Graph neural networks (GNNs) are one of the most popular approaches to using deep learning on graph-structured data, and they have shown state-of-the-art performances on a variety of tasks. However, according to a recent study, a careful choice of pooling functions, which are used for the aggregation and readout operations in GNNs, is crucial for enabling GNNs to extrapolate. Without proper choices of pooling functions, which varies across tasks, GNNs completely fail to generalize to out-of-distribution data, while the number of possible choices grows exponentially with the number of layers. In this paper, we present GNP, a $L^p$ norm-like pooling function that is trainable end-to-end for any given task. Notably, GNP generalizes most of the widely-used pooling functions.
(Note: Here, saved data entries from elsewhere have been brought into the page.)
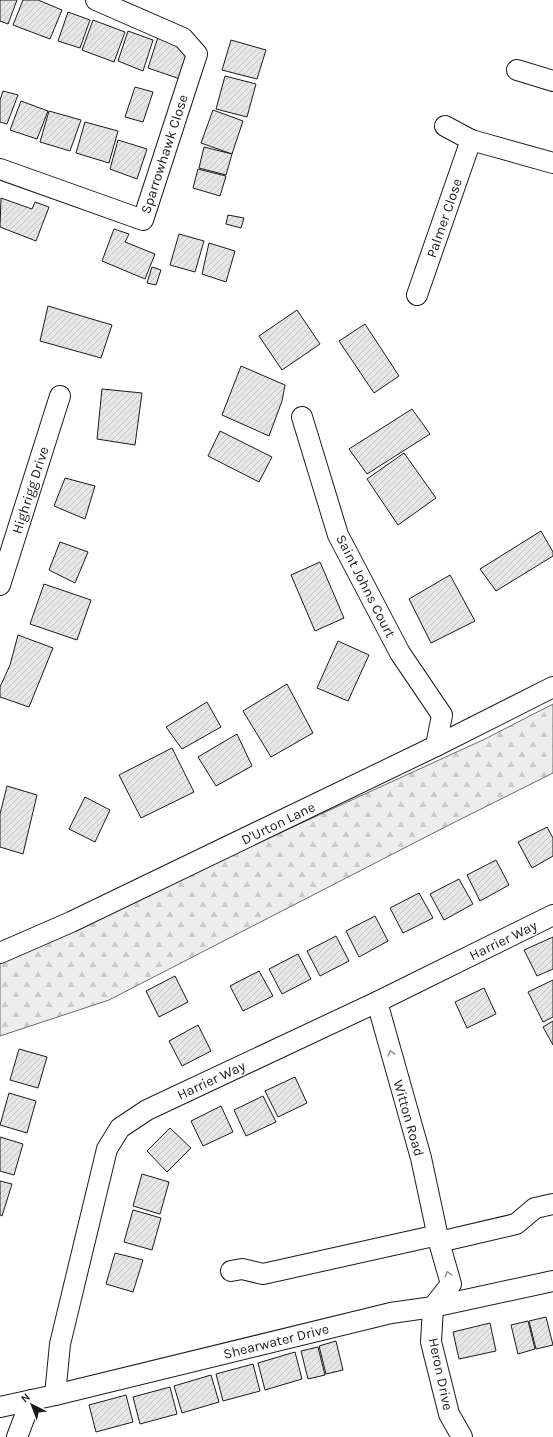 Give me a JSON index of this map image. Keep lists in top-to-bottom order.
{
  "streets": {
    "street": [
      "Sparrowhawk Close",
      "Palmer Close",
      "Highrigg Drive",
      "Saint Johns Court",
      "D'Urton Lane",
      "Harrier Way",
      "Witton Road",
      "Shearwater Drive",
      "Heron Drive"
    ]
  },
  "crossings": [
    ["Saint Johns Court", "D'Urton Lane"],
    ["Harrier Way", "Witton Road"],
    ["Harrier Way", "Shearwater Drive"],
    ["Witton Road", "Shearwater Drive"],
    ["Witton Road", "Heron Drive"],
    ["Shearwater Drive", "Heron Drive"]
  ],
  "one_way": ["Witton Road"],
  "north": "top left"
}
We verify experimentally that simply using GNP for every aggregation and readout operation enables GNNs to extrapolate well on many node-level, graph-level, and set-related tasks; and GNP sometimes performs even better than the best-performing choices among existing pooling functions.

翻译：脑电图网络是利用图表结构数据深层学习的最受欢迎的方法之一,它们显示了各种任务的最新表现。但是,根据最近的一项研究,仔细选择集合功能,用于GNN的汇总和读出操作,对于使GNN能够外推推计算至关重要。没有适当选择各种任务不同的集合功能,GNN完全无法概括出分配数据,而可能的选择数量随着层次的增多而成倍增长。在本文件中,我们提出了GNP,一个类似于GNP的规范式集合功能,对任何特定任务来说都是可培训的端对端。值得注意的是,GNP一般地概括了大多数广泛使用的集合功能。我们实验性地核实,只要使用GNP,就可以使GNP在许多节级、图级和定型任务上进行外推,而GNP有时比现有联合功能中的最佳表现选择要好。